Something's Going On is an imaginative album that has a very cohesive sound to it - while trying different flavours and styles both musically and vocally, it all comes together into a great sounding album.
The standout track is of course the lead single, I Know There's Something Going On - showing Frida is able to power out the vocals a la someone like Laura Branigan. The song is very rocky, and an extremely strong track (and a big hit all over the world).
The follow-up single To Turn The Stone would have been a huge hit if it was the third single (and if it had a video clip that cost more than $... - the single worst clip I've ever seen). It is a lovely Irish flavoured ballad that brings about imagery of Stonehenge. Very very well produced with a warm vocal from Frida.
Tell Me It's Over should have been the second single, as it's much more pop-rock in the vein of the first single - this song is more complex than you think, and is the vocal is stellar! Other standouts are the amazing I Got Something, the laid-back Baby Don't You Cry No More (where you could imagine the singer draped across a piano in a smoky bar), and Here We'll Stay.
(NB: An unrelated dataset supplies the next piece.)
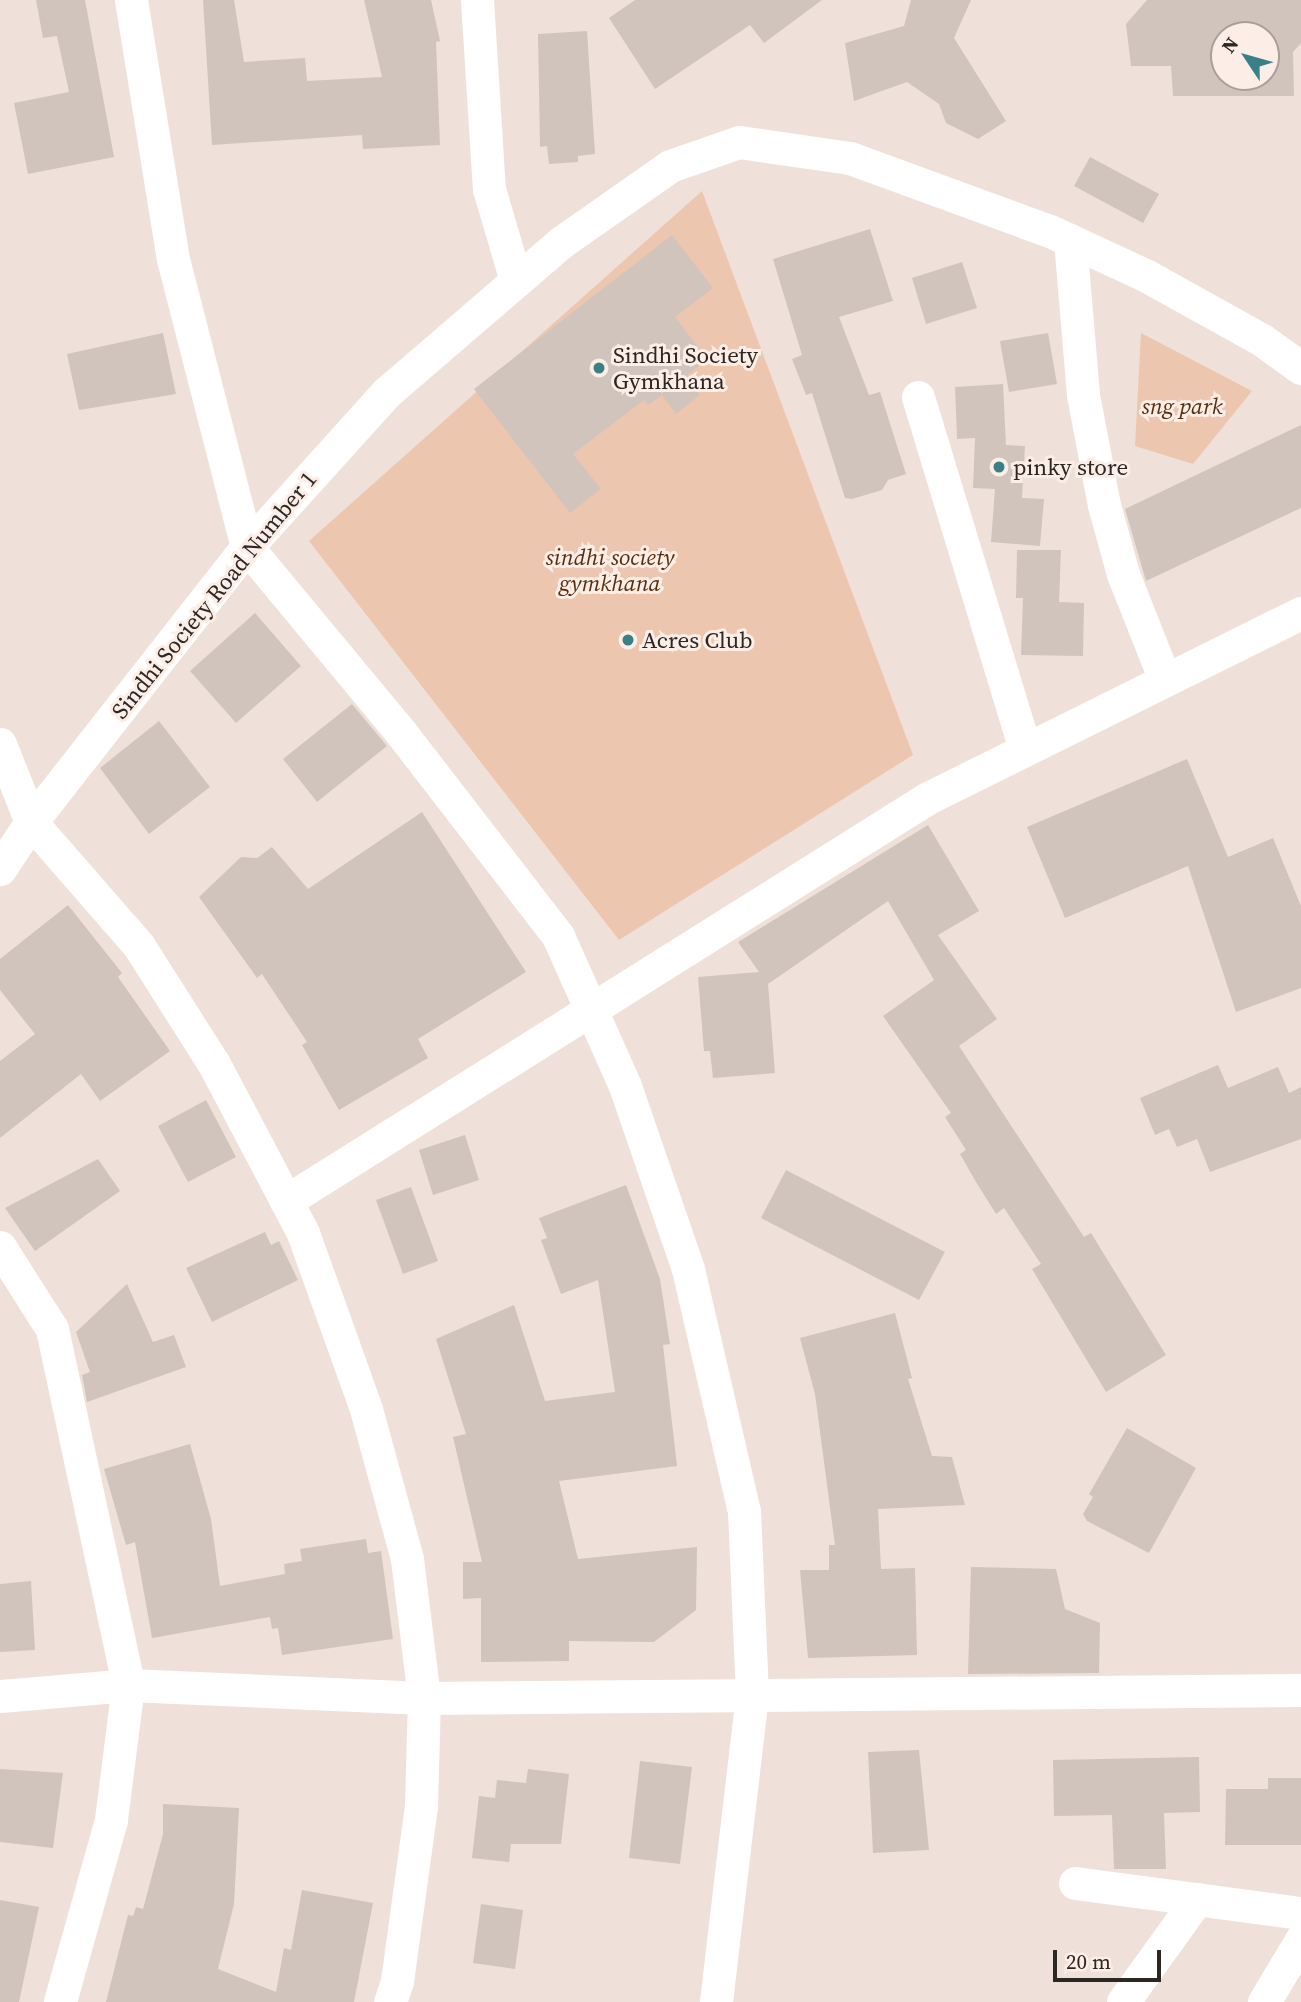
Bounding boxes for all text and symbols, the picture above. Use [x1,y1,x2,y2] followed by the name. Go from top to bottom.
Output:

Most people dislike Here We'll Stay because it seems rather trite nowadays (it was the third single incidentally, but without Phil Collins duetting). But if you listen to the music, you can hear that it's basically a pure pop song with many overdubs musically. A bit of horn and a bit of strings also makes it a little different. The only thing is that Frida is singing too low and Phil too high, a bit of a shame.
Overall, a charming album with Frida not afraid to show that she can be a rock girl, chanteuse, sensitive woman, and of course a pop girl. A good effort, and well worth listening to and keeping.